# Downloading needed CMIP6 data on one model's output :

## Purpose of the notebook

This notebook aims at retrieving the wget script to download the needed CMIP6 variables for the **piClim-control** experiment and the **r1i1p1f1** variant for the **IPSL-CM6A-LR** model. It uses the *esgf-pyclient* library : https://esgf-pyclient.readthedocs.io/en/latest/index.html.

Feel free to share, use and improve the following code according to the provided license on the repository.

## Initialization 

### Set environment parameters

We set this parameter in order to avoid the display of needless and impactless errors regarding the *facets* variable.

In [143]:
# ================ SET ENVIRONMENT PARAMETERS ================ #

### NO FACETS WARNING ###

%env ESGF_PYCLIENT_NO_FACETS_STAR_WARNING = 42



### Importations

In [144]:
# ================ IMPORTATIONS ================ #

from pyesgf.search import SearchConnection  # the query package of pyesgf for cmip6 data

import os  # to handle path's management

import pandas as pd  # to store the urls under a table format

from tqdm import tqdm  # to make cool progress bars

import tempfile  # to make a temporary file

import subprocess  # to run the wget code from python

import random # to generate the name of our downloading scripts

### Custom exceptions for error clarity 

In [145]:
# ================ DEFINING OUR OWN EXCEPTIONS TO BE RAISED ================ #

class InputPathError(ValueError):
    ''' Raise when the parent path ends with a '/' or the child path starts with a '/' '''

### Set the paths for where the saving and downloading folder will be created

These user defined paths are essential to make the program know **where it will create its download folder** and also **where the downloaded folders will be moved in the end**. 

In [146]:
# ================ SAVING PATH ================ #

### DEFINE WHERE TO MOVE THE FILES AT THE END ###

save_dir = "/data/lgiboni/downloaded-cmip6-datadir-example/"

### WHERE ARE WE PUTTING THE TEMPORARY DOWNLOADING FOLDERS ###

where_download_dir = "/scratchu/lgiboni/CMIP6_DATA"

### Global criterias for the data research

In [147]:
# ================ COMMON SEARCH CRITERIAS FOR OUR ANALYSIS ================ #

### CMIP6 DATA ###

project = ["CMIP6"]

### MONTHLY FREQUENCY ###

frequency = ["mon"]

### VARIABLE TO SEARCH FOR ###

variables = [
    "clt",
    "rsdt",
    "rsut",
    "rsutcs",
    "rsds",
    "rsus",
    "rsdscs",
    "rsuscs",
    "rlut",
    "rlutcs",
    "rlds",
    "rlus",
]

## Function definitions :

### create_dir : creates the directories we need for the downloading part 

In [148]:
def create_dir(parent_dir : str, to_be_created_dir : str) :

    """
    ### DEFINITION

    This function creates the directories we need for the downloading part calling bash routines.
    WARNING : This wont work if you put your '/' wildly.

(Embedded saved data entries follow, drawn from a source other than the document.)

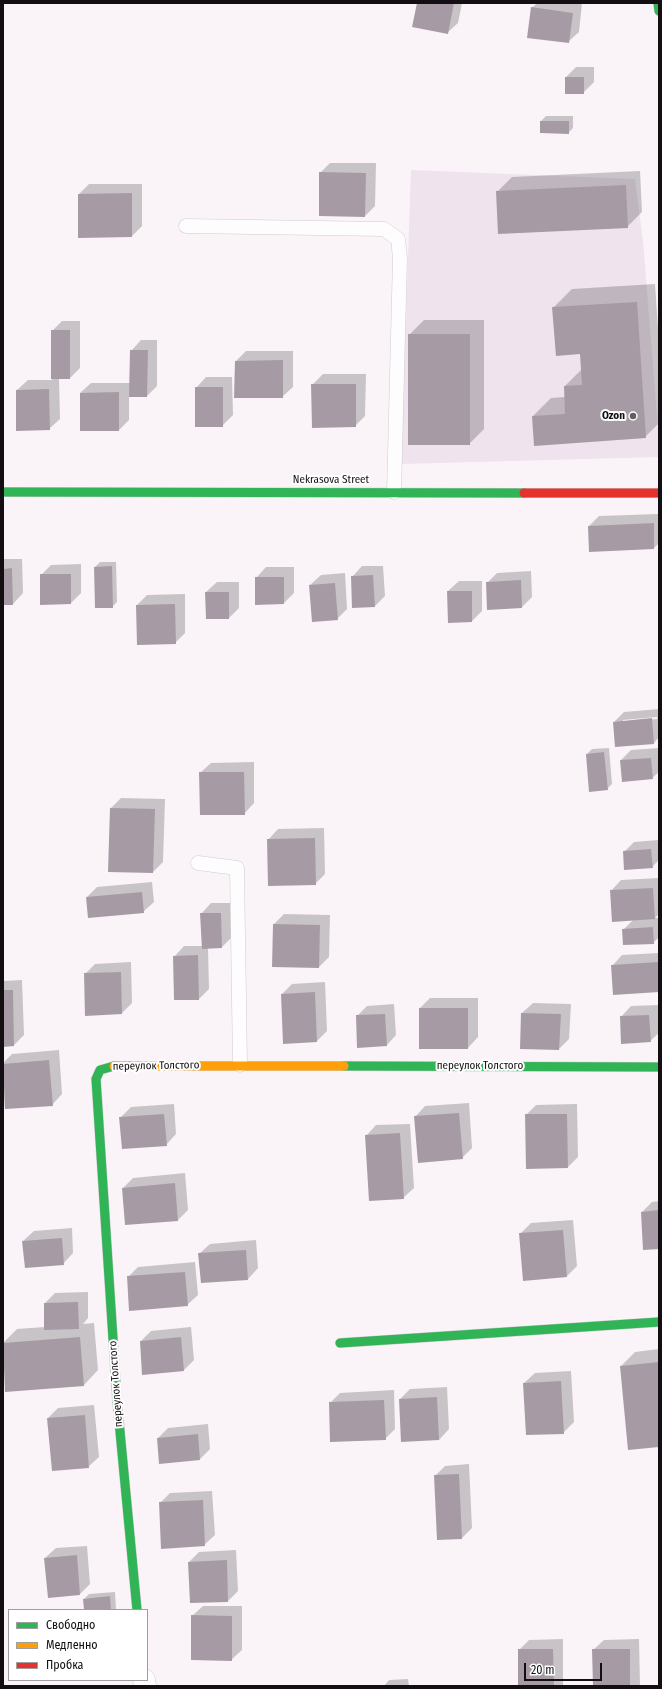 <!DOCTYPE html>
<meta charset="utf-8">
<style>
body{margin:0}
#map{position:relative;width:662px;height:1689px;overflow:hidden;background:#faf4f9;font-family:"Fira Sans Condensed",sans-serif}
canvas{display:block}
.frame{position:absolute;inset:0;border:4px solid #120e11;pointer-events:none}
.legend{position:absolute;left:8px;top:1609px;width:140px;height:72px;box-sizing:border-box;background:#fff;border:1px solid #a09fa0;margin:0;padding:5px 7px;list-style:none;font-size:12px;color:#120e11}
.legend li{display:flex;align-items:center;gap:8px;height:20px}
.legend b{width:20px;border:1px solid #a09fa0}
.scale{position:absolute;left:524px;top:1663px;width:78px;height:18px;box-sizing:border-box;border:2px solid #120e11;border-top:0;padding-left:5px;font-size:12px;line-height:14px;white-space:nowrap;color:#120e11;-webkit-text-stroke:3px #fff;paint-order:stroke}
</style>
<div id="map">
<canvas width="662" height="1689"></canvas>
<div class="frame"></div>
<ul class="legend">
<li><b style="height:5px;background:#30b455"></b>Свободно</li>
<li><b style="height:5px;background:#ff9f0a"></b>Медленно</li>
<li><b style="height:5px;background:#e5322d"></b>Пробка</li>
</ul>
<div class="scale">20 m</div>
</div>
<script>
const c = document.querySelector('canvas').getContext('2d');
c.lineJoin = 'round';
function fill(path, color) { c.fillStyle = color; c.fill(path, 'evenodd'); }
function stroke(path, color, width, dash) { c.strokeStyle = color; c.lineWidth = width; c.lineCap = dash ? 'butt' : 'round'; c.setLineDash(dash || []); c.stroke(path); }
function drawText(font, color, halo, rows, align = 'center') {
  c.font = font + ' "Fira Sans Condensed",sans-serif'; c.lineWidth = 4; c.setLineDash([]); c.textBaseline = 'middle'; c.strokeStyle = halo; c.fillStyle = color; for (const [text, x, y, turn = 0] of rows) {
    c.save(); c.translate(x, y); c.rotate((+turn || 0) * Math.PI / 180); c.textAlign = isNaN(turn) ? turn : align; if (halo) c.strokeText(text, 0, 0); c.fillText(text, 0, 0); c.restore();
  }
}
fill(new Path2D(`
 M 411,170 L 635,179 L 643,241 L 659,440 L 659,457 L 401,464 Z`), '#efe3ee');
fill(new Path2D(`
 M 418,3 L 462,3 L 458,23 L 447,33 Z
 M 537,3 L 582,3 L 579,32 L 568,42 L 532,8 Z
 M 576,67 L 594,67 L 594,82 L 583,93 L 566,77 Z
 M 546,116 L 573,116 L 573,128 L 568,133 L 541,121 Z
 M 330,163 L 376,163 L 375,206 L 365,216 L 320,173 Z
 M 640,171 L 642,212 L 627,227 L 497,192 L 512,177 Z
 M 89,184 L 142,184 L 142,226 L 132,236 L 79,194 Z
 M 655,284 L 659,343 L 659,423 L 645,437 L 533,416 L 551,398 L 565,397 L 565,386 L 582,369 L 581,353 L 553,308 L 572,289 Z
 M 424,320 L 484,320 L 484,429 L 469,444 L 409,335 Z
 M 62,321 L 80,321 L 80,368 L 70,378 L 59,378 L 60,419 L 49,429 L 17,390 L 28,380 L 52,380 L 52,331 Z
 M 141,340 L 157,340 L 157,386 L 147,396 L 129,396 L 129,420 L 119,430 L 81,430 L 80,393 L 91,383 L 130,383 L 131,351 Z
 M 246,351 L 293,351 L 293,387 L 282,397 L 236,361 Z
 M 323,374 L 366,374 L 365,416 L 355,426 L 312,385 Z
 M 206,377 L 232,377 L 233,415 L 222,426 L 196,388 Z
 M 659,514 L 659,543 L 654,548 L 589,526 L 599,516 Z
 M 3,559 L 22,559 L 23,593 L 13,604 L 3,604 Z
 M 100,562 L 116,562 L 117,602 L 112,607 L 95,567 Z
 M 81,564 L 81,593 L 71,603 L 41,575 L 51,565 Z
 M 362,566 L 383,566 L 385,596 L 375,606 L 352,577 Z
 M 266,567 L 294,567 L 294,593 L 284,603 L 256,578 Z
 M 531,571 L 532,597 L 522,607 L 487,583 L 497,573 Z
 M 345,573 L 347,609 L 337,619 L 310,585 L 321,575 Z
 M 459,581 L 482,581 L 482,611 L 472,621 L 448,591 Z
 M 217,582 L 239,582 L 239,608 L 229,618 L 206,592 Z
 M 185,594 L 185,633 L 175,643 L 137,605 L 147,595 Z
 M 659,709 L 659,737 L 654,743 L 614,722 L 624,712 ZM 657,717 L 657,719 L 623,722 L 623,720 Z
 M 609,748 L 612,784 L 607,789 L 587,754 L 592,749 Z
 M 659,748 L 659,772 L 652,778 L 621,760 L 631,750 Z
 M 254,762 L 254,803 L 244,814 L 200,773 L 211,763 Z
 M 121,798 L 165,799 L 163,862 L 153,872 L 111,808 Z
 M 324,828 L 325,874 L 315,884 L 268,840 L 278,829 Z
 M 659,840 L 659,860 L 652,867 L 624,852 L 634,842 Z
 M 659,878 L 659,914 L 655,918 L 659,918 L 659,937 L 653,943 L 623,930 L 634,919 L 611,891 L 621,880 Z
 M 152,882 L 154,902 L 143,912 L 87,897 L 97,887 Z
 M 211,903 L 231,903 L 232,937 L 222,947 L 208,948 L 209,989 L 199,999 L 174,957 L 184,946 L 202,946 L 201,914 Z
 M 284,914 L 330,915 L 329,957 L 319,967 L 274,924 Z
 M 659,953 L 659,991 L 614,994 L 612,966 L 622,955 Z
 M 131,962 L 132,1003 L 122,1013 L 85,974 L 95,964 Z
 M 22,980 L 24,1035 L 14,1045 L 3,1046 L 3,981 Z
 M 325,982 L 327,1031 L 317,1041 L 282,994 L 292,984 Z
 M 430,998 L 478,998 L 478,1037 L 468,1048 L 420,1048 L 420,1008 Z
 M 533,1003 L 571,1004 L 569,1039 L 559,1049 L 522,1013 Z
 M 394,1004 L 396,1035 L 386,1046 L 357,1016 L 367,1006 Z
 M 659,1005 L 659,1033 L 650,1041 L 621,1017 L 631,1006 Z
 M 59,1050 L 62,1094 L 52,1105 L 5,1108 L 3,1063 L 12,1054 Z
 M 469,1103 L 472,1148 L 462,1158 L 415,1117 L 425,1106 Z
 M 174,1104 L 176,1134 L 166,1145 L 120,1118 L 131,1107 Z
 M 577,1104 L 578,1157 L 568,1167 L 526,1115 L 536,1105 Z
 M 410,1124 L 414,1188 L 403,1198 L 366,1136 L 376,1125 Z
 M 185,1173 L 188,1210 L 178,1220 L 126,1224 L 123,1188 L 133,1178 Z
 M 659,1201 L 659,1248 L 642,1212 L 652,1202 Z
 M 573,1220 L 577,1266 L 567,1276 L 520,1234 L 531,1223 Z
 M 72,1228 L 73,1253 L 63,1264 L 23,1241 L 34,1231 Z
 M 256,1240 L 258,1268 L 248,1279 L 199,1254 L 210,1244 Z
 M 195,1262 L 198,1295 L 187,1305 L 128,1277 L 138,1267 Z
 M 88,1292 L 88,1318 L 83,1324 L 94,1323 L 98,1370 L 84,1385 L 6,1391 L 3,1343 L 17,1329 L 45,1327 L 45,1303 L 55,1293 Z
 M 191,1327 L 194,1360 L 184,1370 L 143,1374 L 141,1341 L 151,1331 Z
 M 659,1349 L 659,1446 L 621,1366 L 635,1352 Z
 M 571,1371 L 574,1422 L 563,1433 L 524,1383 L 535,1373 Z
 M 447,1387 L 449,1429 L 439,1440 L 400,1399 L 410,1389 Z
 M 394,1390 L 395,1429 L 385,1439 L 330,1403 L 340,1393 Z
 M 94,1405 L 99,1457 L 88,1467 L 48,1418 L 58,1408 Z
 M 208,1424 L 210,1449 L 200,1459 L 158,1438 L 168,1428 Z
 M 469,1464 L 472,1528 L 462,1538 L 435,1476 L 445,1466 Z
 M 212,1491 L 215,1535 L 204,1545 L 160,1503 L 170,1493 Z
 M 87,1546 L 90,1584 L 80,1594 L 45,1558 L 56,1548 Z
 M 236,1550 L 238,1591 L 228,1601 L 191,1602 L 189,1562 L 199,1552 Z
 M 115,1592 L 116,1610 L 85,1610 L 84,1599 L 89,1594 Z
 M 203,1606 L 242,1606 L 242,1650 L 231,1660 L 192,1616 Z
 M 563,1639 L 563,1686 L 519,1686 L 519,1650 L 529,1640 Z
 M 639,1639 L 640,1686 L 594,1686 L 593,1650 L 604,1640 Z
 M 408,1679 L 409,1686 L 384,1686 L 389,1680 Z`), '#0003');
fill(new Path2D(`
 M 417,3 L 454,3 L 448,34 L 412,27 Z
 M 531,7 L 573,13 L 569,43 L 527,38 Z
 M 565,77 L 584,77 L 584,94 L 565,94 Z
 M 540,121 L 569,121 L 569,134 L 540,133 Z
 M 319,172 L 366,173 L 365,217 L 319,216 Z
 M 626,185 L 628,228 L 498,234 L 496,191 Z
 M 132,193 L 132,237 L 78,238 L 78,194 Z
 M 637,302 L 646,438 L 534,446 L 532,416 L 565,414 L 564,386 L 582,385 L 580,354 L 556,356 L 552,307 Z
 M 51,330 L 70,330 L 70,379 L 51,379 Z
 M 408,334 L 470,334 L 470,445 L 408,445 Z
 M 130,350 L 148,350 L 147,397 L 129,397 Z
 M 283,360 L 283,398 L 234,398 L 235,361 Z
 M 311,384 L 356,384 L 356,427 L 312,428 Z
 M 195,387 L 223,387 L 223,427 L 195,427 Z
 M 49,389 L 50,430 L 16,431 L 16,390 Z
 M 119,392 L 119,431 L 80,431 L 80,393 Z
 M 654,523 L 654,549 L 589,552 L 588,526 Z
 M 112,566 L 113,608 L 95,608 L 94,567 Z
 M 12,568 L 13,605 L 3,605 L 3,569 Z
 M 40,574 L 71,574 L 71,604 L 40,605 Z
 M 373,575 L 375,607 L 352,608 L 351,576 Z
 M 255,577 L 284,577 L 284,604 L 255,605 Z
 M 521,580 L 522,608 L 487,610 L 486,582 Z
 M 335,583 L 338,620 L 312,622 L 309,585 Z
 M 447,591 L 472,591 L 472,622 L 448,623 Z
 M 205,592 L 229,592 L 229,619 L 206,619 Z
 M 175,604 L 176,644 L 137,645 L 136,605 Z
 M 652,718 L 654,744 L 615,747 L 613,722 Z
 M 604,752 L 608,790 L 589,792 L 586,754 Z
 M 651,758 L 653,779 L 622,782 L 620,760 Z
 M 199,772 L 244,772 L 245,815 L 200,815 Z
 M 110,808 L 155,809 L 153,873 L 108,872 Z
 M 315,838 L 316,885 L 268,886 L 267,839 Z
 M 651,849 L 653,868 L 624,870 L 623,851 Z
 M 653,888 L 655,919 L 612,922 L 610,890 Z
 M 142,892 L 144,913 L 88,918 L 86,897 Z
 M 200,913 L 221,913 L 222,948 L 202,949 Z
 M 273,924 L 320,925 L 319,968 L 272,967 Z
 M 653,927 L 654,944 L 623,945 L 622,929 Z
 M 198,955 L 199,1000 L 174,1000 L 173,956 Z
 M 658,962 L 659,992 L 613,995 L 611,965 Z
 M 121,972 L 122,1014 L 85,1016 L 84,973 Z
 M 3,990 L 13,990 L 14,1046 L 3,1047 Z
 M 315,992 L 317,1042 L 283,1044 L 281,994 Z
 M 419,1008 L 468,1008 L 468,1049 L 419,1049 Z
 M 521,1013 L 561,1014 L 559,1050 L 520,1049 Z
 M 385,1014 L 387,1046 L 357,1048 L 356,1015 Z
 M 649,1015 L 651,1042 L 621,1044 L 620,1016 Z
 M 49,1060 L 53,1106 L 5,1109 L 3,1064 Z
 M 459,1113 L 463,1159 L 418,1163 L 414,1116 Z
 M 164,1114 L 167,1146 L 122,1149 L 119,1117 Z
 M 525,1114 L 567,1114 L 568,1168 L 526,1169 Z
 M 400,1133 L 404,1199 L 369,1201 L 365,1135 Z
 M 175,1183 L 178,1221 L 125,1225 L 122,1188 Z
 M 659,1210 L 659,1249 L 643,1250 L 641,1212 Z
 M 563,1230 L 567,1277 L 523,1281 L 519,1233 Z
 M 62,1238 L 64,1265 L 25,1268 L 22,1241 Z
 M 246,1250 L 248,1280 L 201,1283 L 198,1253 Z
 M 185,1272 L 188,1306 L 129,1311 L 127,1276 Z
 M 78,1302 L 79,1329 L 44,1330 L 44,1303 Z
 M 80,1337 L 84,1386 L 5,1392 L 3,1343 Z
 M 181,1337 L 184,1371 L 142,1375 L 140,1341 Z
 M 659,1362 L 659,1447 L 628,1450 L 620,1366 Z
 M 561,1381 L 564,1434 L 526,1435 L 523,1383 Z
 M 437,1397 L 439,1440 L 401,1442 L 399,1399 Z
 M 384,1400 L 386,1440 L 330,1442 L 329,1402 Z
 M 85,1415 L 89,1468 L 52,1471 L 47,1418 Z
 M 198,1434 L 200,1460 L 159,1464 L 157,1438 Z
 M 459,1474 L 462,1539 L 437,1540 L 434,1475 Z
 M 203,1500 L 205,1546 L 161,1549 L 159,1502 Z
 M 77,1555 L 80,1595 L 48,1598 L 44,1558 Z
 M 227,1560 L 228,1602 L 190,1603 L 188,1562 Z
 M 110,1596 L 111,1610 L 84,1610 L 83,1599 Z
 M 191,1615 L 232,1616 L 232,1661 L 191,1660 Z
 M 518,1649 L 553,1649 L 554,1686 L 518,1686 Z
 M 592,1649 L 630,1649 L 630,1686 L 593,1686 Z`), '#a69ba4');
const lane = new Path2D(`
 M 186,226 L 384,229 L 398,239 L 400,258 L 394,492
 M 198,863 L 237,868 L 240,1065`);
const street = new Path2D(`
 M 144,1680 L 145,1686`);
const fast = new Path2D(`
 M 658,3 L 659,11
 M 3,492 L 524,493
 M 114,1066 L 100,1070 L 96,1079 L 117,1400 L 137,1610
 M 344,1066 L 659,1067
 M 340,1343 L 659,1322`);
const slow = new Path2D(`
 M 114,1066 L 344,1066`);
const jam = new Path2D(`
 M 524,493 L 659,493`);
stroke(lane, '#cfcbcf', 15);
stroke(street, '#cfcbcf', 23);
stroke(fast, '#cfcbcf', 10);
stroke(slow, '#cfcbcf', 10);
stroke(jam, '#cfcbcf', 10);
stroke(lane, '#fefdfe', 14);
stroke(street, '#fefdfe', 22);
stroke(fast, '#30b455', 9);
stroke(slow, '#ff9f0a', 9);
stroke(jam, '#e5322d', 9);
for (const [x, y, r, color] of [
 [633,416,4,"#635e62"]
]) { const dot = new Path2D(); dot.arc(x, y, r, 0, 2 * Math.PI); c.fillStyle = color; c.fill(dot); stroke(dot, '#fff', 1.5); }
drawText('bold 11px', '#120e11', '#fff', [
 ["Ozon",625,416]
], 'right');
drawText('11px', '#120e11', '#fff', [
 ["Nekrasova Street",331,480],
 ["переулок Толстого",156,1066,-1],
 ["переулок Толстого",480,1066],
 ["переулок Толстого",116,1384,-94]
]);
</script>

At the end of a given path there should be not '/'.
    
    ### INPUTS 

    PARENT_DIR : STR | parent directory of the to be created directory : it must exist or an error will be sent
    
    TO_BE_CREATED_DIR : STR | the directory that is to be created : it can be a folder or a path. 
    if it's a path, several folders and subfolders will be created.

    ### OUTPUT

    FULL_PATH : STR | the full path of the folders and maybe subfolders created.
    """

    ### WE DEFINE THE FULL PATH ###

    ## We try to define the full_path variable ##
    
    # We check that at the end of parent_dir there is no '/' #

    try :

        # If the end of parent_dir there is '/' we raise an error #
        
        if parent_dir[-1] == '/' :

            raise InputPathError

        elif to_be_created_dir[0] == '/' :

            raise InputPathError

        else :

            full_path = parent_dir + "/" + to_be_created_dir
            
    except InputPathError as error :

        raise InputPathError("neither parent_dir variable should end with a '/' nor to_be_created_dir variable start with a '/'")
        
    ### WE TRY TO MAKE THE FOLDER ###
    
    ## We try to make the folder but it will raise an error if parent_dir is wrong ##
    
    try : 
    
        ## We first check if to_be_created_dir already exists or not ##
    
        # If it exists : we remove it #
        
        if os.path.isdir(full_path) :
    
            # We run the rm -rf command from python to erase the folder and its content #
    
            subprocess.run(
            "rm -rf {}".format(full_path), shell=True, check=True
        )
            print("Pre-existing folder at {} removed".format(full_path))
        
        ## We run the mkdir command from python to make the folder ##
            
        subprocess.run(
            "mkdir  -p {}".format(full_path), shell=True, check=True  # -p option allows for simultaneous folder and subfolder creation
        )
    
        print("New folder at {} created".format(full_path))
    
    ## An error was caught : where_download_dir does not exist ##
    
    except FileNotFoundError as error:
    
        print("The where_download_dir variable is wrong, such a path does not exists" + " : " + parent_dir + "\n")
    
        raise 

    return full_path

## Search for one model's output : example for the piClim-control experiment

We look for the defined variables for the **IPSL-CM6A-LR** model for the **r1i1p1f1** variant. 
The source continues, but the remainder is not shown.